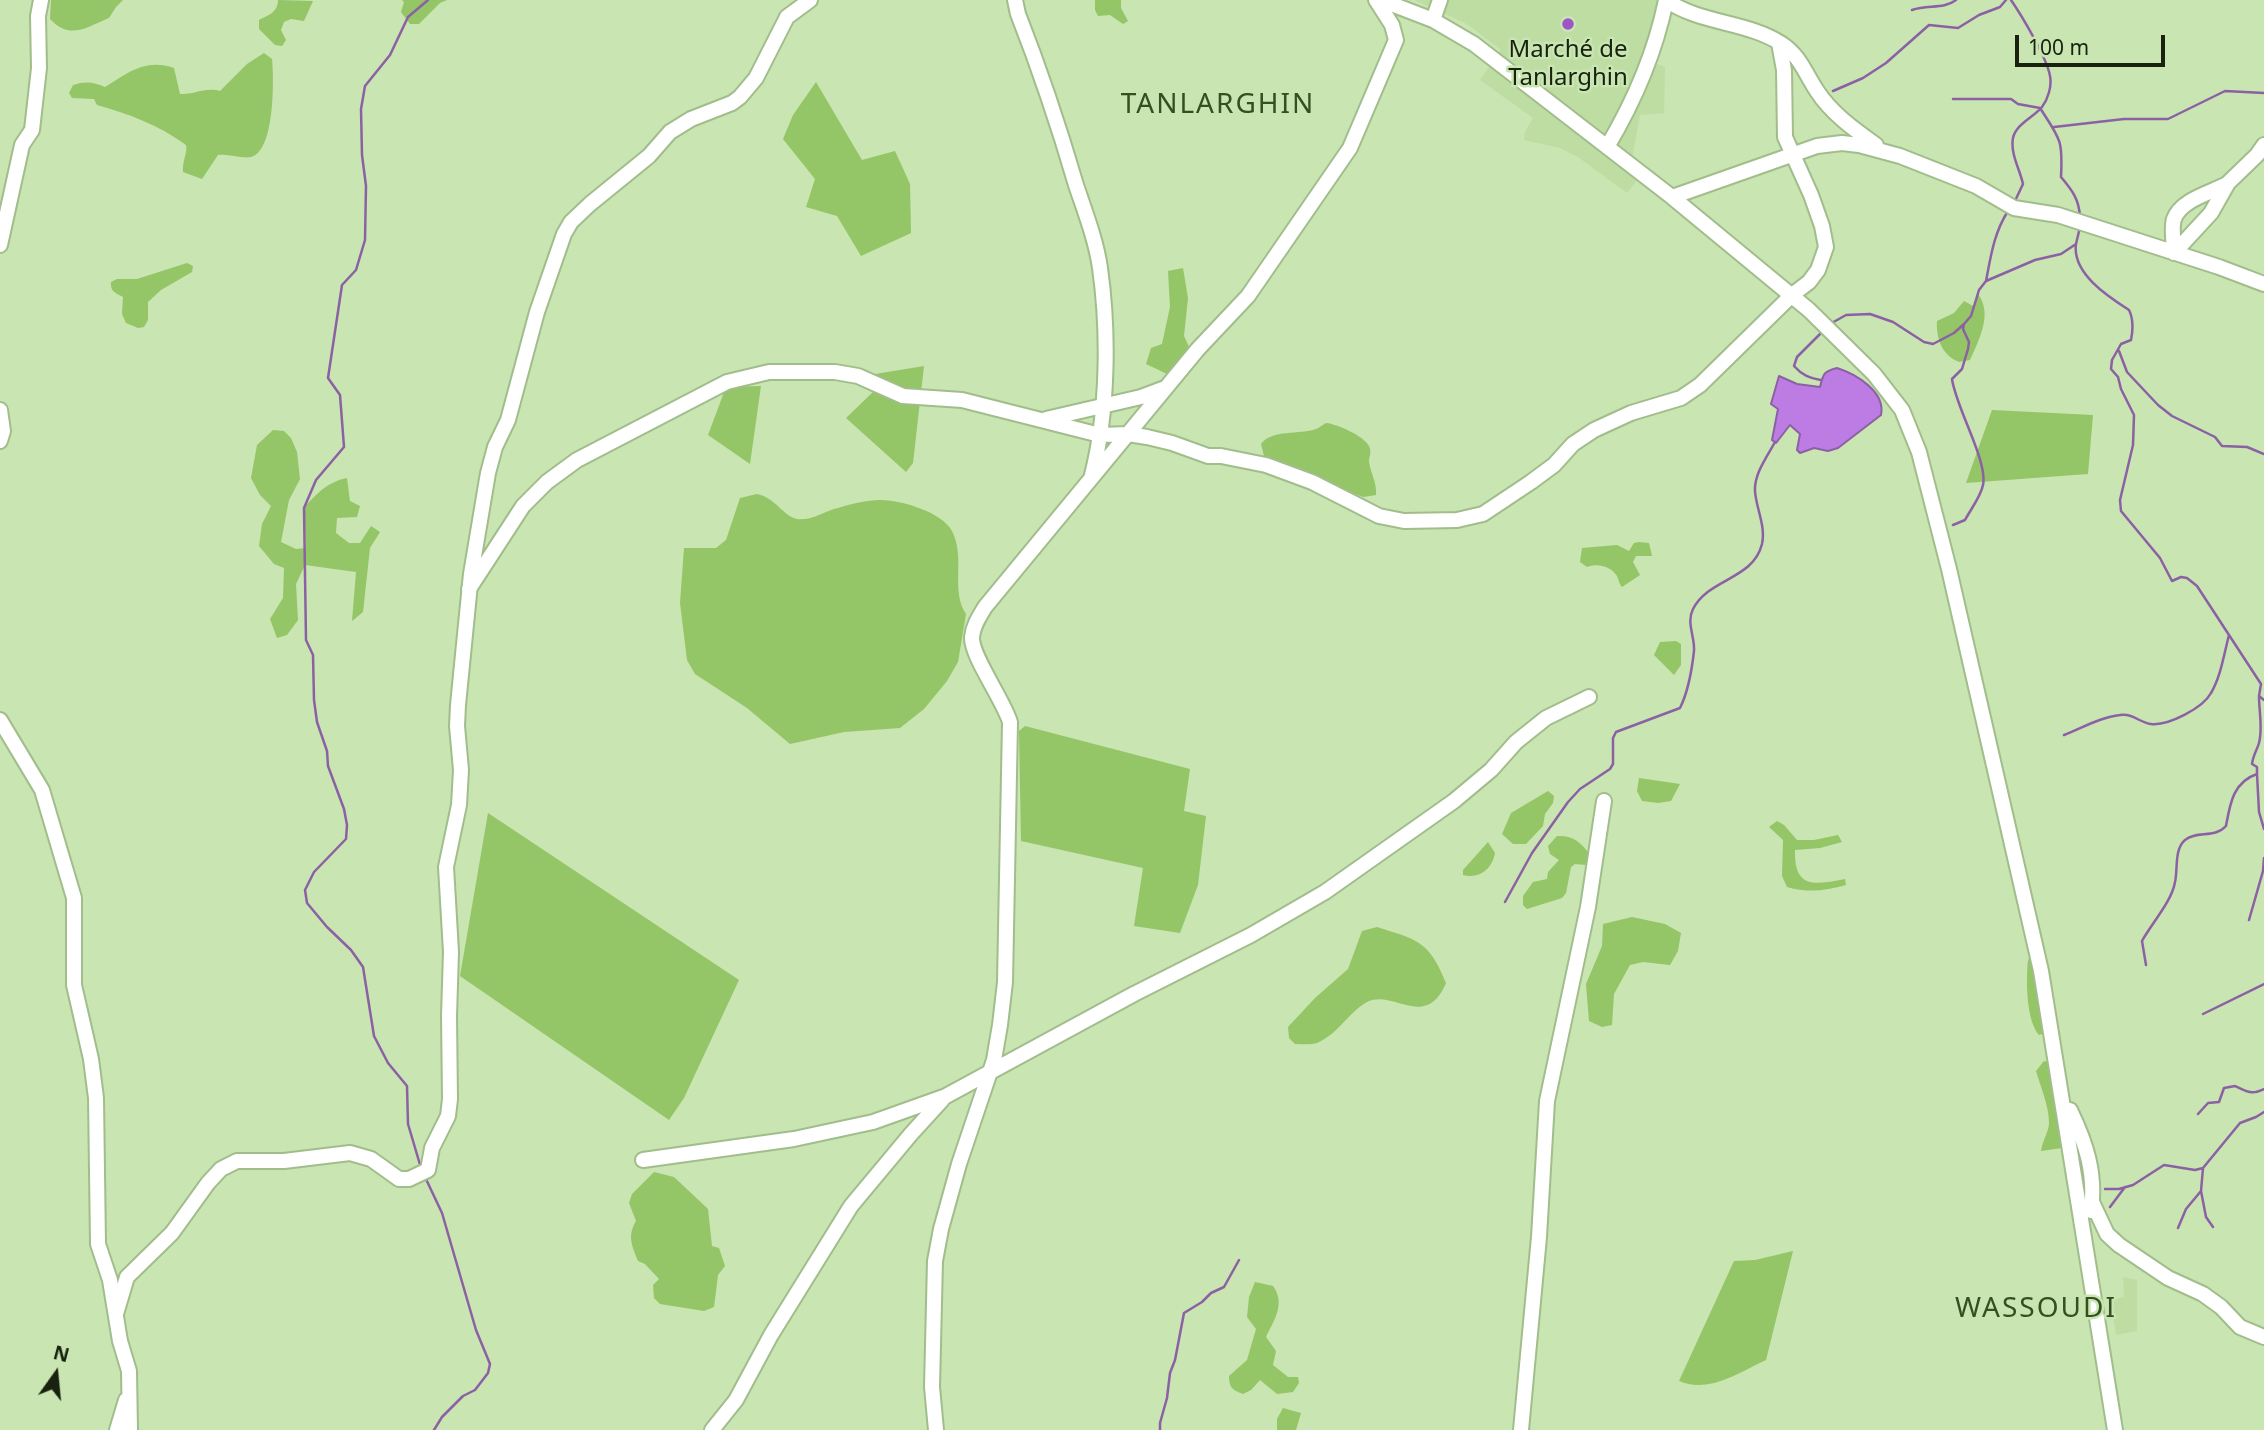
<!DOCTYPE html>
<meta charset="utf-8">
<style>
body{margin:0}
#map{position:relative;width:2264px;height:1430px;overflow:hidden;background:#c8e5b2;font-family:"Noto Sans",sans-serif}
canvas{display:block}
.north{position:absolute;left:21px;top:1339px;width:70px;height:70px;-webkit-text-stroke:5px #c8e5b2;paint-order:stroke;rotate:15deg;font-size:19px;font-weight:700;line-height:28px;text-align:center;color:#18220f}
.north::after{content:'';display:block;margin:auto;width:24px;height:32px;background:#18220f;clip-path:polygon(50% 0,100% 100%,50% 72%,0 100%)}
.scale{position:absolute;left:2015px;top:35px;width:150px;height:32px;box-sizing:border-box;border:4px solid #18220f;border-top:0;padding-left:9px;font-size:21px;line-height:24px;white-space:nowrap;color:#18220f;-webkit-text-stroke:5px #c8e5b2;paint-order:stroke}
</style>
<div id="map">
<canvas width="2264" height="1430"></canvas>
<div class="north">N</div>
<div class="scale">100 m</div>
</div>
<script>
const g = document.querySelector('canvas').getContext('2d');
g.lineJoin = 'round';
function fill(path, color) { g.fillStyle = color; g.fill(path, 'evenodd'); }
function strokePath(path, color, width, dash) { g.strokeStyle = color; g.lineWidth = width; g.lineCap = dash ? 'butt' : 'round'; g.setLineDash(dash || []); g.stroke(path); }
function label(font, color, halo, rows, align = 'center') {
  g.font = font + ' "Noto Sans",sans-serif'; g.lineWidth = 5; g.setLineDash([]); g.textBaseline = 'middle'; g.strokeStyle = halo; g.fillStyle = color; for (const [text, x, y, turn = 0] of rows) {
    g.save(); g.translate(x, y); g.rotate((+turn || 0) * Math.PI / 180); g.textAlign = isNaN(turn) ? turn : align; if (halo) g.strokeText(text, 0, 0); g.fillText(text, 0, 0); g.restore();
  }
}
fill(new Path2D(`
 M1414,0h252l-17,61 16,6 -1,46 -24,2 -9,49 11,10 -15,19 -49,-36 -18,-9 -36,-8 1,-8 8,-14 -53,-38 21,-30 -34,-26z
 M2123,1277l14,3v51l-21,4 -5,-35 13,-3z`), '#bddda3');
fill(new Path2D(`
 M51,0h72l-7,7 -7,11c-24,10 -39,22 -59,1z
 M278,0l35,1 -9,20 -13,-2 -7,3 -3,8 5,10 -4,6 -7,-1 -16,-16v-9c10,-5 19,-8 19,-20z
 M402,0h45l-7,3 -21,21h-9l-9,-12 3,-10z
 M1095,0h26v8l7,13 -5,3 -13,-9 -12,1 -3,-6z
 M264,53l8,6c2,20 3,92 -21,98 -7,2 -23,-3 -33,-2l-16,24 -19,-7c-1,-11 5,-20 3,-27 -27,-20 -57,-31 -89,-40l-3,-6 -22,-1 -3,-5 4,-8c13,-4 20,-3 32,2 23,-14 40,-29 69,-19l6,26c16,1 23,-7 40,-3l27,-27z
 M816,82l46,78 33,-9 15,33 1,49 -50,23 -24,-40 -31,-9 9,-28 -32,-40 10,-24z
 M187,263l6,3 -1,6 -31,18 -13,12v18l-4,7 -6,1 -12,-5 -4,-9 1,-17c-8,-4 -13,-6 -12,-15l6,-3h20z
 M1183,268l5,30 -4,38 5,11 -22,27 -21,-10 5,-16 11,-4 8,-37 -2,-36z
 M1978,294c15,20 1,46 -8,66l-11,2c-17,-7 -23,-23 -22,-41l17,-8 10,-12 9,5z
 M924,366l-11,97 -7,9 -60,-54 28,-27 -5,-16z
 M761,386l-11,78 -42,-29 18,-48z
 M1992,410l101,5 -5,59 -122,9z
 M1326,423c11,1 38,13 43,23 3,6 0,10 0,16 2,12 8,21 7,33l-13,2 -98,-37 -4,-16c11,-15 39,-9 55,-15 3,-1 6,-4 10,-6z
 M273,430l11,1 7,7 6,14 3,27 -11,21 -8,42 15,7 10,-1 -2,-40c12,-14 23,-26 43,-30l3,23 10,5 -3,11 -20,1 -1,15 13,10h11l11,-17 9,6 -10,16 -7,64 -11,9 4,-49 -51,-7 -9,19 2,36 -11,15 -10,3 -7,-19 13,-21 1,-30 -10,-4 -15,-18 3,-22 9,-18 -11,-11 -9,-17 6,-33z
 M757,494c19,4 26,22 40,25 15,2 27,-8 41,-11 13,-4 29,-8 42,-8 21,0 62,12 72,31 14,28 -2,59 14,83l-8,48 -11,19 -23,28 -24,19 -56,4 -54,12 -43,-36 -52,-34 -8,-14 -7,-57 4,-55h32l10,-8 14,-42z
 M1639,542l10,1 3,13h-16l-3,6 7,13 -18,12c-3,-3 -3,-7 -5,-11 -6,-10 -20,-13 -30,-9l-7,-5 2,-14 35,-3 12,6 5,-8z
 M1676,641l5,3v21l-7,10 -20,-20 6,-13z
 M1025,726l165,43 -6,42 22,5 -8,69 -18,48 -46,-7 9,-58 -122,-27 -2,-110z
 M1639,778l41,6 -9,17 -13,2 -16,-2 -5,-10z
 M1548,791l6,5 -1,7 -8,11 -2,12 -17,18h-13l-11,-10 9,-21z
 M488,813l251,167 -55,118 -15,22 -209,-144z
 M1777,821l7,4 13,15h17l24,-5 4,7 -22,6 -25,2c-1,39 19,35 50,29l1,6c-21,6 -38,8 -59,2l-5,-11 1,-36 -14,-13z
 M1557,836c16,-1 23,6 32,17l-3,12 -11,-1 -4,3 -5,26 -4,5 -35,11 -4,-4v-9l10,-14 14,-3 1,-7 11,-12 -9,-6 -2,-8z
 M1488,842l7,11c-3,16 -15,26 -32,22v-5z
 M1632,917l33,7 16,9 -3,18 -8,14 -27,-3 -13,3 -16,29 -2,31 -10,2 -13,-6 -3,-37 16,-38 1,-22z
 M1377,927c41,13 52,14 69,56 -20,48 -53,6 -79,19 -18,10 -30,33 -50,41 -6,2 -15,1 -22,1l-6,-6 -1,-11 27,-29 33,-29 14,-38z
 M2032,956l16,76 -9,3c-13,-15 -13,-55 -11,-75z
 M2044,1061l9,2 9,85 -21,3c1,-9 8,-20 8,-28 0,-17 -8,-35 -13,-52z
 M654,1172l20,5 34,32 4,37 7,2 6,18 -7,9 -4,32 -10,4 -44,-7 -6,-6 -1,-13 6,-6 -14,-15 -7,-3c-6,-15 -11,-25 -2,-40l-7,-18 3,-9z
 M1793,1251l-27,109c-26,12 -57,34 -87,21l55,-120 21,-1z
 M1255,1282l18,4c13,18 1,34 -7,51l10,14 -3,14 15,12h10l1,6 -6,9 -16,2 -17,-14 -9,10 -8,4c-11,-4 -14,-7 -14,-18l18,-16 9,-31 -9,-12 2,-20z
 M1283,1408l18,5 -5,17h-19v-11z`), '#94c566');
const water = new Path2D(`
 M1837,368c19,6 49,24 44,47l-43,33 -10,3 -14,-3 -14,5 -3,-3 3,-16 -10,-9 -14,18 -4,-3 6,-31 -7,-5 8,-28 18,8 23,3c3,-13 4,-16 17,-19z`);
fill(water, '#bd7ce4');
strokePath(water, '#8c61a4', 2);
strokePath(new Path2D(`
 M2011,0c11,16 36,58 39,76 2,10 -2,23 -8,31 -8,10 -26,17 -29,31 -3,15 7,32 10,46l-9,19
 M1912,10c16,-6 31,0 44,-10
 M1833,91l30,-13 23,-15 43,-38 29,3 21,-13 21,-8 6,-7
 M1953,99h58l7,5 22,4c20,31 23,31 21,69 11,13 18,22 19,40
 M2054,127l70,-8h44l57,-28 39,2
 M2076,244c-4,29 31,52 53,66 5,10 4,20 2,30l-10,4 -9,16 -1,9 7,8 3,12 13,26 -1,30 -13,55 1,11 39,47 12,23 9,-4 6,1 10,8 64,98 -2,12 5,4
 M1986,281c5,-26 8,-48 22,-70
 M1830,324l16,-9 24,-1 23,8 31,20 9,2 21,-11 10,-9
 M2119,351l8,21 31,33 14,11 43,21 7,9 25,1 17,7
 M1821,380c-12,-2 -19,-5 -27,-14l3,-9 26,-26
 M1953,525l12,-5c6,-11 16,-24 18,-35 5,-24 -27,-77 -31,-106l10,-10 6,-20 1,-7 -6,-13 1,-5 7,-8 8,-26 7,-9 49,-21 26,-6 15,-10 4,-17
 M2064,735c18,-7 37,-18 56,-20 13,-2 20,8 31,9 17,2 52,-16 60,-31 10,-17 13,-39 18,-58
 M2257,774l2,38 5,17
 M1505,902l27,-49 36,-51 12,-13 30,-20 3,-5v-26l3,-6 64,-24c8,-16 12,-39 14,-57 1,-15 -8,-28 -1,-42 16,-31 60,-29 69,-65 4,-18 -6,-36 -7,-53 -1,-17 12,-34 20,-49
 M2249,920l14,-49 1,-13
 M2146,965l-4,-24c10,-18 30,-40 33,-59 3,-12 -1,-33 10,-42 12,-10 29,-1 41,-14 4,-22 7,-44 31,-52v-7l-5,-3c1,-9 5,-14 7,-21 4,-15 0,-31 0,-47
 M2203,1014l61,-30
 M2198,1114l10,-11 11,-1 5,-14 11,-2c12,6 17,9 29,3
 M421,1168l-13,-44 -1,-38 -19,-23 -14,-27 -11,-69 -12,-17 -24,-23 -20,-24 -2,-13 9,-18 32,-33 1,-14 -3,-16 -16,-43 -1,-15 -10,-29 -3,-22 -1,-45 -7,-15 -2,-132 12,-28 28,-33 -4,-52 -12,-17 14,-93 14,-15 9,-30 1,-54 -4,-31 -1,-46 4,-23 25,-31 18,-38 20,-17
 M425,1177l17,36 34,117 14,34 -2,9 -13,17 -12,6 -21,21 -8,13
 M2105,1189h14l14,-4 31,-20 31,5 8,-2 37,-45 16,-6 8,-5
 M2201,1191l5,26 7,10
 M2110,1207l15,-20
 M2178,1228l8,-19 15,-18 2,-23
 M1160,1430v-7l7,-25 3,-25 5,-13 9,-47 18,-11 9,-9 13,-6 15,-27`), '#8c61a4', 2.5);
const minor = new Path2D(`
 M1015,0l3,14c22,56 41,113 58,171 9,27 20,55 24,83 9,64 8,144 -8,207
 M1381,0l52,20 41,24 198,153 137,113 65,64 28,36 17,42 30,117 92,402 74,459
 M1666,0c34,24 81,21 116,44 18,12 23,29 35,47 14,22 38,39 59,54
 M1433,20l7,-20
 M1607,147c28,-47 48,-93 59,-147
 M1672,197l145,-51 25,-3 17,2 41,11 76,30 38,22 44,7 161,52 45,17
 M0,245l22,-100 10,-15 7,-62 -1,-52 3,-16
 M2174,253l37,-40 17,-30 29,-28 7,-10
 M2174,253c0,-10 -3,-25 0,-34 7,-19 36,-26 51,-34
 M0,410l3,21 -3,10
 M1046,419l95,-22 24,-9
 M469,589l54,-83 24,-24 30,-22 150,-78 42,-10h66l23,4 45,20 59,4 138,35 28,-1 19,3 25,6 36,13h13l45,9 46,17 67,34 25,5 53,-1 26,-6 48,-32 23,-17 19,-21 21,-14 37,-17 50,-15 19,-13 92,-90 17,-13 9,-12 8,-23 -4,-21 -11,-31 -26,-58 -1,-67 -5,-27
 M0,720l42,70 32,108v87l17,74 5,39 2,146 12,36 10,61 9,30 1,59
 M2070,1110c16,33 26,63 21,101
 M643,1160l151,-21 79,-17 73,-26 188,-102 117,-59 74,-43 129,-91 37,-31 25,-28 30,-24 43,-21
 M2092,1202l15,32 12,11 49,33 35,16 18,13 19,20 24,10
 M116,1314l11,-37 45,-44 36,-50 13,-14 16,-8h47l66,-8 21,6 28,20h10l19,-9 4,-22 16,-32 2,-17 -1,-83 2,-64 -5,-85 13,-62 2,-35 -4,-44 1,-21 13,-131 17,-101 7,-26 13,-27 29,-108 27,-78 7,-12 19,-18 59,-48 21,-24 21,-13 41,-16 8,-6 16,-19 31,-61 23,-17
 M117,1430l9,-30
 M712,1430l24,-30 35,-65 80,-129 60,-72 31,-34
 M936,1430l-4,-43 3,-126 6,-32 18,-65 35,-104 6,-35 5,-43 5,-260c-7,-23 -39,-66 -38,-85 1,-11 7,-20 13,-30l213,-258 50,-53 102,-148 46,-108 -4,-15 -16,-25
 M1521,1430l18,-193 8,-136 41,-194 16,-106`);
strokePath(minor, '#a2bd8c', 18);
strokePath(minor, '#fff', 14);
for (const [x, y, r, color] of [
 [1568,24,7,"#9e55c8"]
]) { const dot = new Path2D(); dot.arc(x, y, r, 0, 2 * Math.PI); g.fillStyle = color; g.fill(dot); strokePath(dot, '#c8e5b2', 2.5); }
label('24px', '#18220f', '#c8e5b2', [
 ["Marché de",1568,50],
 ["Tanlarghin",1568,78]
]);
g.letterSpacing = '2px';
label('28px', '#374e21', '#c8e5b2', [
 ["TANLARGHIN",1218,105],
 ["WASSOUDI",2036,1309]
]);
g.letterSpacing = '0px';
</script>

━━━━━━━━━━━━━━━━━━━━

About this exercise:
Taking the material above, extract exactly and only the lines from the line with "M2249,920l14,-49 1,-13" to the line with "M2178,1228l8,-19 15,-18 2,-23", inclusive of both.

Response area:
 M2249,920l14,-49 1,-13
 M2146,965l-4,-24c10,-18 30,-40 33,-59 3,-12 -1,-33 10,-42 12,-10 29,-1 41,-14 4,-22 7,-44 31,-52v-7l-5,-3c1,-9 5,-14 7,-21 4,-15 0,-31 0,-47
 M2203,1014l61,-30
 M2198,1114l10,-11 11,-1 5,-14 11,-2c12,6 17,9 29,3
 M421,1168l-13,-44 -1,-38 -19,-23 -14,-27 -11,-69 -12,-17 -24,-23 -20,-24 -2,-13 9,-18 32,-33 1,-14 -3,-16 -16,-43 -1,-15 -10,-29 -3,-22 -1,-45 -7,-15 -2,-132 12,-28 28,-33 -4,-52 -12,-17 14,-93 14,-15 9,-30 1,-54 -4,-31 -1,-46 4,-23 25,-31 18,-38 20,-17
 M425,1177l17,36 34,117 14,34 -2,9 -13,17 -12,6 -21,21 -8,13
 M2105,1189h14l14,-4 31,-20 31,5 8,-2 37,-45 16,-6 8,-5
 M2201,1191l5,26 7,10
 M2110,1207l15,-20
 M2178,1228l8,-19 15,-18 2,-23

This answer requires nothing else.